Database field-length silliness has haunted me throughout my career as an data/information architect, and I've never liked it. "VARCHAR(255)? What? Because in the lifetime of that data, which by the way you'd better be planning to exceed the lifetime of this miserable application, you're never going to need more than 255 characters?"
So here comes Twitter with it's damned 140 characters. And the crowd goes wild! Hmm. I've always said I'd never have anything to do with a service with such a stupid restriction, especially as proudly as it's brandished by Twitter. When this past weekend I decided that the micro-blogging/social aggregation space was becoming too exciting for me to ignore (I think activity at EDW09 did the trick), I ended up plumping for FriendFeed.
On a side note, you might think my other career in poetry leaves me sympathetic to terseness, and I am, but not without a reasonable flexibility. Form is the soul of poetry, but it's properly the product of generations of craftsmen, and handmaiden of languages they define our tribes. Haiku suits Japanese language and culture, and encourages lifeless pablum in English. 140 characters suits the language and culture of the cramped screen and SMS. 'Nuff said.

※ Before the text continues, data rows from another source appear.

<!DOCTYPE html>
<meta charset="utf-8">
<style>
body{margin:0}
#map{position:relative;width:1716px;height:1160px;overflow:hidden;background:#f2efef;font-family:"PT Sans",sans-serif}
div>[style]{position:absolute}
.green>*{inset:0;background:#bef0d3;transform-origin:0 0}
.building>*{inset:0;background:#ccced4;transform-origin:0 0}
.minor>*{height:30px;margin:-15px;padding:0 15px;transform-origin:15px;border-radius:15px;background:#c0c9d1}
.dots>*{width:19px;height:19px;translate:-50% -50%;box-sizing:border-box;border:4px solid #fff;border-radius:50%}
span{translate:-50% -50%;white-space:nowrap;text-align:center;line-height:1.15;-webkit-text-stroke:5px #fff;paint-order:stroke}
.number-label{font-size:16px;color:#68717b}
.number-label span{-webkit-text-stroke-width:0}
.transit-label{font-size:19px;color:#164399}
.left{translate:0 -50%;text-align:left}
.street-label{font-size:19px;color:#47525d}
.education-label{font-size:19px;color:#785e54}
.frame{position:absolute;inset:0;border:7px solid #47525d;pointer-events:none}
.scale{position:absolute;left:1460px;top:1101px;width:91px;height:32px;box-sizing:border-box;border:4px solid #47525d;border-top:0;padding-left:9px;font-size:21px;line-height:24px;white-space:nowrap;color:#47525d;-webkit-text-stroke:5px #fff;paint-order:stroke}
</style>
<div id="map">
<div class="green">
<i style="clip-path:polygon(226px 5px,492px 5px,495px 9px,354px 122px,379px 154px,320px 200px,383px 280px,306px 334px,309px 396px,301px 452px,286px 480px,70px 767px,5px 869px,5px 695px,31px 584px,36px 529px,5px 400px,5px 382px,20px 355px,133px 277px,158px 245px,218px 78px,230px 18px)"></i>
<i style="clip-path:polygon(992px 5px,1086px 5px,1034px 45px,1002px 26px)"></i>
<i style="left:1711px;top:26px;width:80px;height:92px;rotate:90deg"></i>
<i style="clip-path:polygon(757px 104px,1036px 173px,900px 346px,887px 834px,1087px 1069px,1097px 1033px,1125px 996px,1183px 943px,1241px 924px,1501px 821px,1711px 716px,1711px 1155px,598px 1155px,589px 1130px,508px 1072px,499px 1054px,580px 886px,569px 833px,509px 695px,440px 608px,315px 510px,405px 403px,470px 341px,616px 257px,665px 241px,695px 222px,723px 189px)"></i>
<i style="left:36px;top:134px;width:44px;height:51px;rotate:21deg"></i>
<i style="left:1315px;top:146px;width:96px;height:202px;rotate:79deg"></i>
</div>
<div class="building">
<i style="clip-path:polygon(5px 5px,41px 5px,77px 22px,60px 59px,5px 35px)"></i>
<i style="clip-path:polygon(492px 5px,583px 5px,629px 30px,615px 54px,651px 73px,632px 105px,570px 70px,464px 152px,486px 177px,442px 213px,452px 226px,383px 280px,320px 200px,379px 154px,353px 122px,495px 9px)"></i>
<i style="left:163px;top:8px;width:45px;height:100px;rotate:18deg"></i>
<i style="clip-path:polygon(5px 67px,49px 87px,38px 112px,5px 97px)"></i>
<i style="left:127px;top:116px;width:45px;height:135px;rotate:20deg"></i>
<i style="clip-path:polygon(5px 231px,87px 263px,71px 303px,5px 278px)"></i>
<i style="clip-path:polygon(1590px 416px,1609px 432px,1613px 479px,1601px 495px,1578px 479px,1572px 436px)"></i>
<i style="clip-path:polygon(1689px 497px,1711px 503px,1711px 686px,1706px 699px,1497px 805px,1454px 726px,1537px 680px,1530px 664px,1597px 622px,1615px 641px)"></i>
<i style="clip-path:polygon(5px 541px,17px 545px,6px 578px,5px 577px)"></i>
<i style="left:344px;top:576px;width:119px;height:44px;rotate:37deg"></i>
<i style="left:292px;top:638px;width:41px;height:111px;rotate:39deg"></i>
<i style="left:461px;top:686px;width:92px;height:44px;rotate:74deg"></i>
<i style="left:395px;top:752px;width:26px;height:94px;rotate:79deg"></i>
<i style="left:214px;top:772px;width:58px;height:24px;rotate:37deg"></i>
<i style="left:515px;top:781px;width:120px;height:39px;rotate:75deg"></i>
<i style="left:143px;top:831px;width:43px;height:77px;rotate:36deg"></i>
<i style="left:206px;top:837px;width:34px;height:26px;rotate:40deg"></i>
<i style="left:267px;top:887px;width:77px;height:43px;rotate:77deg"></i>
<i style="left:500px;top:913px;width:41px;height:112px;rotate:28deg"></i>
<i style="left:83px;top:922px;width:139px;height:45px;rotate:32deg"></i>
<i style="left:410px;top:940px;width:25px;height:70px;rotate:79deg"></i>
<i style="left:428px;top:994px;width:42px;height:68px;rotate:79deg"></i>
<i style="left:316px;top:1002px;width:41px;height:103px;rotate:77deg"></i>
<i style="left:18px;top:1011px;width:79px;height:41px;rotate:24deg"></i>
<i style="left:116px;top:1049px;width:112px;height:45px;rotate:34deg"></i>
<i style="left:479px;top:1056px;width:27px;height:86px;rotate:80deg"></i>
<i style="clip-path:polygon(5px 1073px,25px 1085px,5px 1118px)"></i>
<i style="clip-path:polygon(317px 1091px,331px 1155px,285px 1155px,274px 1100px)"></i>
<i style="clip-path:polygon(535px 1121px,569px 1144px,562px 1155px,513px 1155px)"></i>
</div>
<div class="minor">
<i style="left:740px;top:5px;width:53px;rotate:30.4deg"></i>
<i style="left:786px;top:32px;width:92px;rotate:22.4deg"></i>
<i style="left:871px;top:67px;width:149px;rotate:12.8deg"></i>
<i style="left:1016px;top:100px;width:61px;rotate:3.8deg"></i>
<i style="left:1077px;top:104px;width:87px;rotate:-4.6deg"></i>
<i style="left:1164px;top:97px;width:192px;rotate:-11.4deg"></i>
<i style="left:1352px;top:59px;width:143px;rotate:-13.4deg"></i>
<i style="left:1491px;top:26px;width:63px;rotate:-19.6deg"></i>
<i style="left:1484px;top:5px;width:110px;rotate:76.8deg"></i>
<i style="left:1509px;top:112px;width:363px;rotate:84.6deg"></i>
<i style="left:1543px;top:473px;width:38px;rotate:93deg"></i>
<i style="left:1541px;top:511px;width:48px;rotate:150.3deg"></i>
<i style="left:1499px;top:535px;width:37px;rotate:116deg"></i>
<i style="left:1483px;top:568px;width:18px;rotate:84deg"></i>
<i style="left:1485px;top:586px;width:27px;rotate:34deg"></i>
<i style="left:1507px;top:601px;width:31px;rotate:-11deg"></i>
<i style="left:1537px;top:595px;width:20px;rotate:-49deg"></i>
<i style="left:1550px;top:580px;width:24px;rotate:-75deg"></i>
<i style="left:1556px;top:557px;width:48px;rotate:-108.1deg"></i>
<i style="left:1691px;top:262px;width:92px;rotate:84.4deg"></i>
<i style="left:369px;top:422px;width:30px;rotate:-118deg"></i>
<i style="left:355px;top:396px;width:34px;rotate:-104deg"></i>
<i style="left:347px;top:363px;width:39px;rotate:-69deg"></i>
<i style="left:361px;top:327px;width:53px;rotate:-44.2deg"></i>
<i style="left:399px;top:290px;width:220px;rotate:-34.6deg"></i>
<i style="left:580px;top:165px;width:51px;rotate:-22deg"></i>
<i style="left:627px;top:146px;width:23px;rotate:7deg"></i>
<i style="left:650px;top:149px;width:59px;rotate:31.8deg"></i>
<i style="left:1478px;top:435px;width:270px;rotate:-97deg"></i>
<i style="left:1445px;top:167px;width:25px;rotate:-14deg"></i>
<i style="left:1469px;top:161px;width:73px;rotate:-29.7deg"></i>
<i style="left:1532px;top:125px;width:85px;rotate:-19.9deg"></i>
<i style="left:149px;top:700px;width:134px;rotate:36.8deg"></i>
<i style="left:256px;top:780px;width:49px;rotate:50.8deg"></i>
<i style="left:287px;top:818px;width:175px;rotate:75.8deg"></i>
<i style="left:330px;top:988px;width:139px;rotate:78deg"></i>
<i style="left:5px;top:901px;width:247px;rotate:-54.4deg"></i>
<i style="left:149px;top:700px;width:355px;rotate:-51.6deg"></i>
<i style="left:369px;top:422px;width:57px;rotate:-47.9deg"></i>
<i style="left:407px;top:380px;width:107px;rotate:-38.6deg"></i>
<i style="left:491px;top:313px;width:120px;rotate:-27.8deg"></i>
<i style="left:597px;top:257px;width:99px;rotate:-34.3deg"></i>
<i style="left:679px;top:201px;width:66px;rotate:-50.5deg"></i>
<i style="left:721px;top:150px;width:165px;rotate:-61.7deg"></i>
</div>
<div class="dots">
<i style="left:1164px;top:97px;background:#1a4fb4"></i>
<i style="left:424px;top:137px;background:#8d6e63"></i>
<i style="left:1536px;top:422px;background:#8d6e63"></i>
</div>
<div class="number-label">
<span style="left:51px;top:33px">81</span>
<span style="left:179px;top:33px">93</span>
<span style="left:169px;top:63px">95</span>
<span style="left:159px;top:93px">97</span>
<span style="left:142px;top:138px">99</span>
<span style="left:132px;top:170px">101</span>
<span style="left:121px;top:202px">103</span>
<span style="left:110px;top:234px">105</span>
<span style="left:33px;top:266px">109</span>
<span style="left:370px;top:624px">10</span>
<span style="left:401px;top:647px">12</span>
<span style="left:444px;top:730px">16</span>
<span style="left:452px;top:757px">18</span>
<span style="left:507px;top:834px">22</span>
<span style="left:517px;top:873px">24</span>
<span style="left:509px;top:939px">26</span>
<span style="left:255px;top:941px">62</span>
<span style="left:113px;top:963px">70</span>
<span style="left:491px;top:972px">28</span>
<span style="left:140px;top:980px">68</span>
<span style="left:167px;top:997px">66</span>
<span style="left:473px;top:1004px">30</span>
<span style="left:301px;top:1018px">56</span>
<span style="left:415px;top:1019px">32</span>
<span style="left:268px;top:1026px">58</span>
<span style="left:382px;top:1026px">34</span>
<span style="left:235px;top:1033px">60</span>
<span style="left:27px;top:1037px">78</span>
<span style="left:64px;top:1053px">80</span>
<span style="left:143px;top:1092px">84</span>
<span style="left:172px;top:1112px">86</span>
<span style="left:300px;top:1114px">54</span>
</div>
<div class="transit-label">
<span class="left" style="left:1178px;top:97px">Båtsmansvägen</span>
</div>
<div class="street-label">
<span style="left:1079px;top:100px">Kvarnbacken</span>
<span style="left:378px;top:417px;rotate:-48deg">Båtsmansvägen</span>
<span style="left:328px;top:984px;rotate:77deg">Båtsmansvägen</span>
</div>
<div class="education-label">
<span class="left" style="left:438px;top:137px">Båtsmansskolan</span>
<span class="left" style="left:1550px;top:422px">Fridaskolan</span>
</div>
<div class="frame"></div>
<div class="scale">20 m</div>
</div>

Anyway, I did duck my principle enough to sign up for identi.ca, on which I posted just one message:
Hate the silly, stultifying, stifling, sterile, cutesy, capricious, vacuous, anti-literate one hundred and forty character limit, goddammit!
I'm not sure I'll be tempted back, but at least if identi.ca shares Twitter's daft restriction, it's an open alternative for the daftness.

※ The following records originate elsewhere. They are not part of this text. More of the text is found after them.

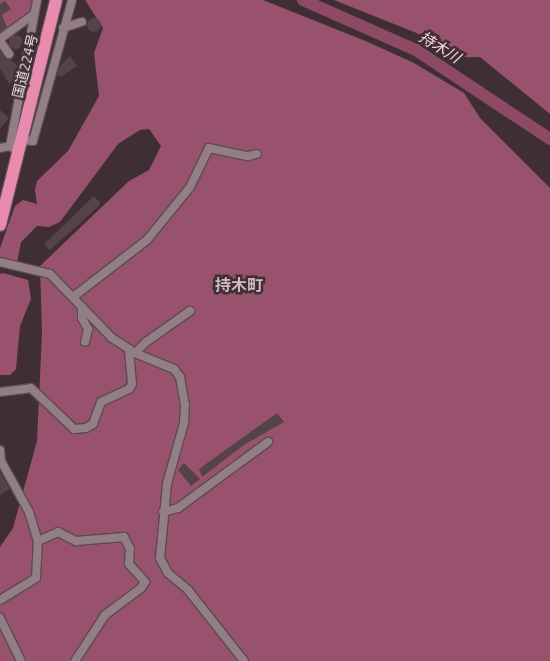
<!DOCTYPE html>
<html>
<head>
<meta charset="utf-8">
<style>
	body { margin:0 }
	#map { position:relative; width:550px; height:661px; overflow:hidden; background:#3f2e34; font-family:Ubuntu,"Noto Sans JP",sans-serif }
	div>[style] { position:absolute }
	.forest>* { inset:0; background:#98526d }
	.river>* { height:12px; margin:-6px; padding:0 6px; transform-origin:6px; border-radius:6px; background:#8e4a65 }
	.building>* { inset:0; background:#56434a }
	.round { border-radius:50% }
	.roads { filter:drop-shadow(1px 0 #5a4c50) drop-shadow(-1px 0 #5a4c50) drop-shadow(0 1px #5a4c50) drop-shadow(0 -1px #5a4c50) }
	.minor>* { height:8px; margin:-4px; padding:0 4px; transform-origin:4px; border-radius:4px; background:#937e85 }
	.highway>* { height:12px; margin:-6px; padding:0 6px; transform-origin:6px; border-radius:6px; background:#e88bae }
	span { translate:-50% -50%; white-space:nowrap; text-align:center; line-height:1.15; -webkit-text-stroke:5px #3f2e34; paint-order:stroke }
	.street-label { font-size:14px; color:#f0e5e8 }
	.water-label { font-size:15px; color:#fdd2e0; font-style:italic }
	.quarter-label { font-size:16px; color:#cfb9c0; font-weight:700 }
</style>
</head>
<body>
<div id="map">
	<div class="forest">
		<i style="clip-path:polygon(0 0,32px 0,30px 12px,0 36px)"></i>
		<i style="clip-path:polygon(85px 0,263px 0,368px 42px,414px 63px,464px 93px,480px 118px,550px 188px,550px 661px,0 661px,0 547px,13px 528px,37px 441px,42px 333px,40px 266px,129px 181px,149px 170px,161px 146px,149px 129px,140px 130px,118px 144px,60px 222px,49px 227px,37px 226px,21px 242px,17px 263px,0 260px,0 248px,15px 206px,23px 200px,37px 204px,35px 190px,37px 181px,68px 151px,99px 96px,94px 53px,103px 28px)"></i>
		<i style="clip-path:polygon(334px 0,550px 0,550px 114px,480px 57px,461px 57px,424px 36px)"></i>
		<i style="clip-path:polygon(3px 273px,28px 280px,31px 299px,20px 326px,16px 369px,10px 375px,0 375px,0 274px)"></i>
	</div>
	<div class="river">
		<i style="left:303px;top:0;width:124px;rotate:23.9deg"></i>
		<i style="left:416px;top:50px;width:161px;rotate:33.6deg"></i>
	</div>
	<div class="building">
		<i style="clip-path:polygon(5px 1px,11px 9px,2px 15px,7px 27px,0 32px,0 4px)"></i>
		<i class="round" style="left:87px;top:18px;width:14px;height:14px"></i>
		<i class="round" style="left:9px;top:35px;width:14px;height:14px"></i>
		<i style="clip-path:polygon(0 51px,19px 67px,14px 74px,17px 80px,9px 84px,0 68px)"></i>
		<i style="clip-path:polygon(70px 56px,77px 66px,61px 77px,57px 74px,59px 67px)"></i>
		<i style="clip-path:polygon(0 110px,9px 118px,0 129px)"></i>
		<i style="clip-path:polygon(94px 196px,100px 203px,98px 207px,50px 250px,44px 244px)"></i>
		<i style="clip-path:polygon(277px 413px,284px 422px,244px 445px,202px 477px,199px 469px)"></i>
		<i style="clip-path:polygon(184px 463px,200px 479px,191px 486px,178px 470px)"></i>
		<i style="clip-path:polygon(0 472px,10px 489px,0 495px)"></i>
	</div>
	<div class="roads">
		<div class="minor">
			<i style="left:63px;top:28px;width:20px;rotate:-18deg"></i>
			<i style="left:0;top:39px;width:42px;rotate:-36.3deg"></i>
			<i style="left:0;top:41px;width:16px;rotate:55deg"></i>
			<i style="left:22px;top:140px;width:11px;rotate:5deg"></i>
			<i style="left:33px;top:141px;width:146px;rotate:-74.5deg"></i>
			<i style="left:0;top:148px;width:10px;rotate:-11deg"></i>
			<i style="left:19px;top:152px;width:11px;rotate:-146deg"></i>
			<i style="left:10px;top:146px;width:148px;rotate:-79.5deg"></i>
			<i style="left:0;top:262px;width:51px;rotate:13.5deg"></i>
			<i style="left:50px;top:274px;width:89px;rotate:45.9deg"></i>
			<i style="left:112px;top:338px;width:27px;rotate:33deg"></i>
			<i style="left:135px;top:353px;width:42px;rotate:22.3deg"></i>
			<i style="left:174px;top:369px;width:10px;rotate:53deg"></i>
			<i style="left:180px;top:377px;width:27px;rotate:80deg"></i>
			<i style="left:185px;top:404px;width:19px;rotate:93deg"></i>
			<i style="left:184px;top:423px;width:63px;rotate:105.6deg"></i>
			<i style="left:167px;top:484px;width:74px;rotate:95.4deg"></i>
			<i style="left:160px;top:558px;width:17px;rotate:62deg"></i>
			<i style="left:168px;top:573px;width:26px;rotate:40deg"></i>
			<i style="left:188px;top:590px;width:90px;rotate:51.7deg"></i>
			<i style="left:73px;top:297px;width:93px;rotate:-37.6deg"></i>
			<i style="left:147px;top:240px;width:68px;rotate:-50.9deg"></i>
			<i style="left:190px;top:187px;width:43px;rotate:-64deg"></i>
			<i style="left:209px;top:148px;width:40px;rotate:12deg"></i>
			<i style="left:248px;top:156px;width:9px;rotate:-13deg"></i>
			<i style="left:82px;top:307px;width:11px;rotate:90deg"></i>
			<i style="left:82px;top:318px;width:13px;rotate:61deg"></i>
			<i style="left:88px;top:329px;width:13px;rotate:103deg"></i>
			<i style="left:135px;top:353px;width:16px;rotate:-45deg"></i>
			<i style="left:146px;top:342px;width:54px;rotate:-35.2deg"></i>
			<i style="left:0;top:392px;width:31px;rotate:-7deg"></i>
			<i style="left:31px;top:388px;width:59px;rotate:43.6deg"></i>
			<i style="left:74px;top:429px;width:12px;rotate:-5deg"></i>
			<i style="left:86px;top:428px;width:8px;rotate:-30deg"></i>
			<i style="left:93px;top:424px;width:23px;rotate:-70deg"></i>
			<i style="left:101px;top:402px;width:31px;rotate:-25deg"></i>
			<i style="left:129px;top:389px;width:6px;rotate:-59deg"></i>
			<i style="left:132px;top:384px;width:35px;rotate:-95deg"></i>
			<i style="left:0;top:450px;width:11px;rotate:85deg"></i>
			<i style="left:1px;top:461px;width:58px;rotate:61.2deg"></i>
			<i style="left:29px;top:512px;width:30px;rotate:73deg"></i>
			<i style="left:38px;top:541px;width:22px;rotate:-24deg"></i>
			<i style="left:58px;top:532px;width:20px;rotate:27deg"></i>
			<i style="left:76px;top:541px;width:48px;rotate:-4.8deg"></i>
			<i style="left:124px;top:537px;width:13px;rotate:63deg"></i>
			<i style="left:130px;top:549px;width:15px;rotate:94deg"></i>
			<i style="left:129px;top:564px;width:24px;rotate:48deg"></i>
			<i style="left:145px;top:582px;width:7px;rotate:124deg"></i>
			<i style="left:141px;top:588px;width:45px;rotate:143.1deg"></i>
			<i style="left:105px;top:615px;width:55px;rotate:123.1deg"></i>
			<i style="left:163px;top:512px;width:16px;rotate:-15deg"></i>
			<i style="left:178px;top:508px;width:112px;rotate:-36.3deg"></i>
			<i style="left:0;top:600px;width:42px;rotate:-31.4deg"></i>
			<i style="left:36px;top:578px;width:37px;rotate:-87deg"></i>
			<i style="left:0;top:618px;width:48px;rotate:64deg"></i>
		</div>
		<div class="highway">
			<i style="left:0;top:225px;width:232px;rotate:-76deg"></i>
		</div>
	</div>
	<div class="street-label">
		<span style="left:25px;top:66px;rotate:-76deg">国道224号</span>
	</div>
	<div class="water-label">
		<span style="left:440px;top:47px;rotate:32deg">持木川</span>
	</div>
	<div class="quarter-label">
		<span style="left:239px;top:285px">持木町</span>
	</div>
</div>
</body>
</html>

At first with FriendFeed I tried using the IM bot, but I was then surprised to find myself right back in twitter-scape. Apparently my posts from IM were subject to character length restrictions (I guess a bad idea is hard to put down), and to make it worse, there seemed to be no way to format embedded links nicely. I'd already heard that I should avoid the IM bot since It's a shrill nag wielding a fire hose, but I ended up ditching it for unexpected reason.

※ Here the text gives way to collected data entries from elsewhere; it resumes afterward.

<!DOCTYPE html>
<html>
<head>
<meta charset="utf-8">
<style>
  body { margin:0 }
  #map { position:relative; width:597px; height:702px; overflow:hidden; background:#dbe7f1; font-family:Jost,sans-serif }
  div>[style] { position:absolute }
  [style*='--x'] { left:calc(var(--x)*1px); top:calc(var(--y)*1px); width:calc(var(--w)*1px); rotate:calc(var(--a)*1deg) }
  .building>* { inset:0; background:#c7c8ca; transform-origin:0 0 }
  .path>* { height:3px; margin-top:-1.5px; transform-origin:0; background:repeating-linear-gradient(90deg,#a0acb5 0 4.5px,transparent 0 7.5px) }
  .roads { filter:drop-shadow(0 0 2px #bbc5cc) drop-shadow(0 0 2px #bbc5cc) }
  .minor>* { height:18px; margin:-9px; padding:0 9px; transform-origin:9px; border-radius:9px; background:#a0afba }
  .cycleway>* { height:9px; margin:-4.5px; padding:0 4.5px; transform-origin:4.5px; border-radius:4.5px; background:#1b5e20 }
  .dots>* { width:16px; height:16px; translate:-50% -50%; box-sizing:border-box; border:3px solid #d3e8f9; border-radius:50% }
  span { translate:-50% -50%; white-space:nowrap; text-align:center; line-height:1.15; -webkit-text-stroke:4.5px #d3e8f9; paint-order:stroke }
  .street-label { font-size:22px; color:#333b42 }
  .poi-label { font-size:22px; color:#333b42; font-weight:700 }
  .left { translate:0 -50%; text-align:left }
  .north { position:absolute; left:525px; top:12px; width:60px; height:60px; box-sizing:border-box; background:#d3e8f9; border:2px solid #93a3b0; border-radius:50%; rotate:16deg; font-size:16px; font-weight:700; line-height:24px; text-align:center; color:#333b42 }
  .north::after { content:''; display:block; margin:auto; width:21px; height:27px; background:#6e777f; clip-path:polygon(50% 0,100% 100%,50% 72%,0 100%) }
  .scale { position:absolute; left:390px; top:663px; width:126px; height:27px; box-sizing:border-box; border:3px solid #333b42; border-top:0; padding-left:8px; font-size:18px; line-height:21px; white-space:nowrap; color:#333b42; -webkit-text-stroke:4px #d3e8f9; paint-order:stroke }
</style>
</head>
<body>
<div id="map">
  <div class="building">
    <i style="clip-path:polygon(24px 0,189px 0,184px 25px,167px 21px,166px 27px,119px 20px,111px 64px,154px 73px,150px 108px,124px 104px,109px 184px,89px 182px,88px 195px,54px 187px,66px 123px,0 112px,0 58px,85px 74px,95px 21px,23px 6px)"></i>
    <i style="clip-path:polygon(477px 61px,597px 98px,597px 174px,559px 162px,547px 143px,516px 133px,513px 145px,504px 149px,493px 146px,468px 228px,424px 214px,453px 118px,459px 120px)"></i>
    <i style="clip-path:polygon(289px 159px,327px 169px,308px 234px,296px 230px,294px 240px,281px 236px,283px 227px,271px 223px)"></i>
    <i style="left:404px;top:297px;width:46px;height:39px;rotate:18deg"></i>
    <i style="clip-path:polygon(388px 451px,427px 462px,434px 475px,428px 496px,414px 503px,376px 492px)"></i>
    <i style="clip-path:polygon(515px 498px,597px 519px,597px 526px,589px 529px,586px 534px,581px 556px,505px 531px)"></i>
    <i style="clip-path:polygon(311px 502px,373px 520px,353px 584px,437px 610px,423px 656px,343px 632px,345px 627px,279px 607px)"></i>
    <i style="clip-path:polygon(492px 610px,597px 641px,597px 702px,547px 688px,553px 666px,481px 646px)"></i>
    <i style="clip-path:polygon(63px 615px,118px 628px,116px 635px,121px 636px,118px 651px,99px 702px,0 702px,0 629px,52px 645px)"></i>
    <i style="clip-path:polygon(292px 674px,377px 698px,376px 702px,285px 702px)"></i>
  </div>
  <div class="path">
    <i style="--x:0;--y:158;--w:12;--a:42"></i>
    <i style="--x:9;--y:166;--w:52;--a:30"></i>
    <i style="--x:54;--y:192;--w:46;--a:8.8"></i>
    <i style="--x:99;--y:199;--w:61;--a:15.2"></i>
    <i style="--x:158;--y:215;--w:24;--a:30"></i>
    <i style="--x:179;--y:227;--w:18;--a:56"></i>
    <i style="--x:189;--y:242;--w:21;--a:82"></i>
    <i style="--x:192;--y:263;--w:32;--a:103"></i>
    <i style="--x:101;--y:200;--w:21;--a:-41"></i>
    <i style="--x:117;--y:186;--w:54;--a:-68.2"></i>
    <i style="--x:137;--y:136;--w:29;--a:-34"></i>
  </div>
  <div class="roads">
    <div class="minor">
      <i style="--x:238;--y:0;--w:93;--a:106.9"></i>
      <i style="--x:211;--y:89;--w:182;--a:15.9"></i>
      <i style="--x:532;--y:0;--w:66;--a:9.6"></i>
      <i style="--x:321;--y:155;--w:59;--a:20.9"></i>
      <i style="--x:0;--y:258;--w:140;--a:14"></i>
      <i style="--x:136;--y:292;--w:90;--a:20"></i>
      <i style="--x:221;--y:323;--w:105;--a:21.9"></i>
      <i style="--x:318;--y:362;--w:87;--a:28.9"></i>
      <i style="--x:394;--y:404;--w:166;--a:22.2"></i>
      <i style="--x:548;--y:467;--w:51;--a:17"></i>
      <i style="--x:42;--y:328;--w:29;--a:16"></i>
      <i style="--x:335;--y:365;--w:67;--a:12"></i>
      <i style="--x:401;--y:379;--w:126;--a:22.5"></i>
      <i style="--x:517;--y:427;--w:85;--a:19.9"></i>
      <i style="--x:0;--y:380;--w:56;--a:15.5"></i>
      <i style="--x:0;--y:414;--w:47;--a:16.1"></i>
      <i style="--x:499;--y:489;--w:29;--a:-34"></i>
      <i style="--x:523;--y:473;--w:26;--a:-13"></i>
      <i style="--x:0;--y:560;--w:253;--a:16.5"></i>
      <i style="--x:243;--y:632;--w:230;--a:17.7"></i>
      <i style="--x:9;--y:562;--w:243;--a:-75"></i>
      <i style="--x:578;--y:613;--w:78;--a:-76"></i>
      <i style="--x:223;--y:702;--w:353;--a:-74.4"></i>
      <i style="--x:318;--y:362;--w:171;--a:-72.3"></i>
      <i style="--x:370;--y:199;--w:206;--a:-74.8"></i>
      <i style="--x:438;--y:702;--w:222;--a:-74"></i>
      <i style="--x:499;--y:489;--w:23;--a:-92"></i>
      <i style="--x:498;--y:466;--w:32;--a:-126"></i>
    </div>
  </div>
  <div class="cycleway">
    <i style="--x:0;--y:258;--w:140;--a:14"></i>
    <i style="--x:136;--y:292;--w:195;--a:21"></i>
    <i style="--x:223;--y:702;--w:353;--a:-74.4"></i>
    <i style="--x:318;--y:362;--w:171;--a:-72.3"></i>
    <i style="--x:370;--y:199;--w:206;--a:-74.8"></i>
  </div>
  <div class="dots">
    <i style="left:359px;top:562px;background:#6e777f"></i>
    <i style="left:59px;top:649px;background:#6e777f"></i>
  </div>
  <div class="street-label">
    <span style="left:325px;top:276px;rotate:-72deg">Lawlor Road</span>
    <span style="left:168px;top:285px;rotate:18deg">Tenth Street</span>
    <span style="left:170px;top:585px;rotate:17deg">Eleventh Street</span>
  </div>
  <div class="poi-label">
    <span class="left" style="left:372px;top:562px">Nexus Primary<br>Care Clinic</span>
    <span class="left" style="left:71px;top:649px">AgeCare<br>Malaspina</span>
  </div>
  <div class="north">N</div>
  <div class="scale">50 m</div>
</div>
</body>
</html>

Character length restrictions are an in-your-face lexical annoyance, and there is a subtle twitterism I find analogous to an old architectural gripe of mine. Watching over Twitter users' shoulders, the service has a very RPC feel to me. It's all pin-striped request-response...request-response. Yes, there can be more than one pair engaged in that dance, but it still has the old RPC feel, probably heightened by the
char msg payload constraint.
FriendFeed has far more of a feel of diversity, intricacy, engagement and complexity. I think besides the richer message payloads (free of character length limits, but also supporting embedded images, video and such). Even more important might be FriendFeed's famous promiscuity with other social networking services. FriendFeed is true "life-streaming" in that the contents and conversation come from all over the place. They're even making efforts to be as promiscuous with comments, although I hope they go much further than Disqus integration, and forwarding tweet responses to Twitter.
I hope I don't sound too much like a FriendFeed cheerleader. I've really just started using it, and I don't know how well I'll use and like it in the long run, but my first impressions are very positive, and a lot of that is down to the basic architectural decisions that feel right in my strong bias towards semantic richness and open Web architecture.